Candidly, each insecticide class and its respective spectrum of control has a time and place in which they best fit the pest scenario a grower wants to address. But there’s a keyword here that should drive every insecticide-related decision: identification. Whatever approach we choose needs to boil down to specificity of what we find in our crop. It sounds obvious and rudimentary, but correctly identifying the insects and arthropods in our orchard or field helps us determine which chemistry should be used, if any at all. After all, not everything found is necessarily a pest, and going back to basics can save us time and dollars.

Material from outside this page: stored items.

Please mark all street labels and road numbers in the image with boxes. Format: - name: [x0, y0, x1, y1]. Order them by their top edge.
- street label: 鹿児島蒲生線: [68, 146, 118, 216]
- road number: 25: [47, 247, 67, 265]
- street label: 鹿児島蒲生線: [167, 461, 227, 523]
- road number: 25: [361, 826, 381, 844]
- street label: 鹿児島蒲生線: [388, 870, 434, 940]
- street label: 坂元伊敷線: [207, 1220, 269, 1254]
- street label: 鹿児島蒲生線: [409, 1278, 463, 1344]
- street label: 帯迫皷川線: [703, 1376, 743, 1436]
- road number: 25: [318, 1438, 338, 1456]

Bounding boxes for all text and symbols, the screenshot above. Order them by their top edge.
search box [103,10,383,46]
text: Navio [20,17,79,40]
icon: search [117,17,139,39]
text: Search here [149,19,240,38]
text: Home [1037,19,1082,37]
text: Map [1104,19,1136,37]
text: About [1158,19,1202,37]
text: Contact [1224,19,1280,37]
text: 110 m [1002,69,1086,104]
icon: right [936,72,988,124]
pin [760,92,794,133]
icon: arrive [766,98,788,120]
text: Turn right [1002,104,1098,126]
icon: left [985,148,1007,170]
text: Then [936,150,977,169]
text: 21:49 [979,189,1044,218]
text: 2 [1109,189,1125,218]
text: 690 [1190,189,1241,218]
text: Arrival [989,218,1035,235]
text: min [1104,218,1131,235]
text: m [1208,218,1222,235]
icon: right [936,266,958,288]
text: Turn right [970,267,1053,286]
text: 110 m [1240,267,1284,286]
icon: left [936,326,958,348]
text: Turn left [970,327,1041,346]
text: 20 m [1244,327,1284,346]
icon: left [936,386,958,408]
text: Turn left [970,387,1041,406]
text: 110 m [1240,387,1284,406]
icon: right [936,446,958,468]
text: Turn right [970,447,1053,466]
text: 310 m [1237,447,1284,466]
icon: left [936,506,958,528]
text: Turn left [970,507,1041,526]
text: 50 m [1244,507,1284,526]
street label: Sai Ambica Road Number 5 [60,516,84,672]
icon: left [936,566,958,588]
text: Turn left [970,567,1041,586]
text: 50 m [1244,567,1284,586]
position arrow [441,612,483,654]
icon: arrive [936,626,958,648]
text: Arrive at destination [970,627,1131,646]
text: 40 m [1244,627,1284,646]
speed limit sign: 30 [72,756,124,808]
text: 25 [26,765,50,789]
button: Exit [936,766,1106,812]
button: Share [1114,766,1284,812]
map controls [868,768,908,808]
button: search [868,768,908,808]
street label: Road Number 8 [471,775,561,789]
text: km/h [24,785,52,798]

More often than not, when I receive a photo identification request from a grower, retailer, or consultant, it’s because they’re seeing something they maybe haven’t noticed before. Most of the time, it’s a natural enemy or a non-factor, an insect that’s neither a pest or a beneficial, just passing through. And say they find a natural enemy and do treat it by accident. What has just occurred is we’ve A) spent precious dollars and time on an unnecessary application; B) exposed everything, pest and non-pest, in that environment to unnecessary pesticide pressure; and C) likely removed something that may have been providing an ecosystem service.
What’s the Situation?
Another important reason for getting pest identification correct is because selecting the chemistry with the best agronomic fit for the job is driven by the specific pest at hand. For example: Can the grower use a soft, highly targeted chemistry, like a diamide, or does the situation require a broad-spectrum, canvas-clearing tool, like a pyrethroid, carbamate, or organophosphate, to address what’s staring them down?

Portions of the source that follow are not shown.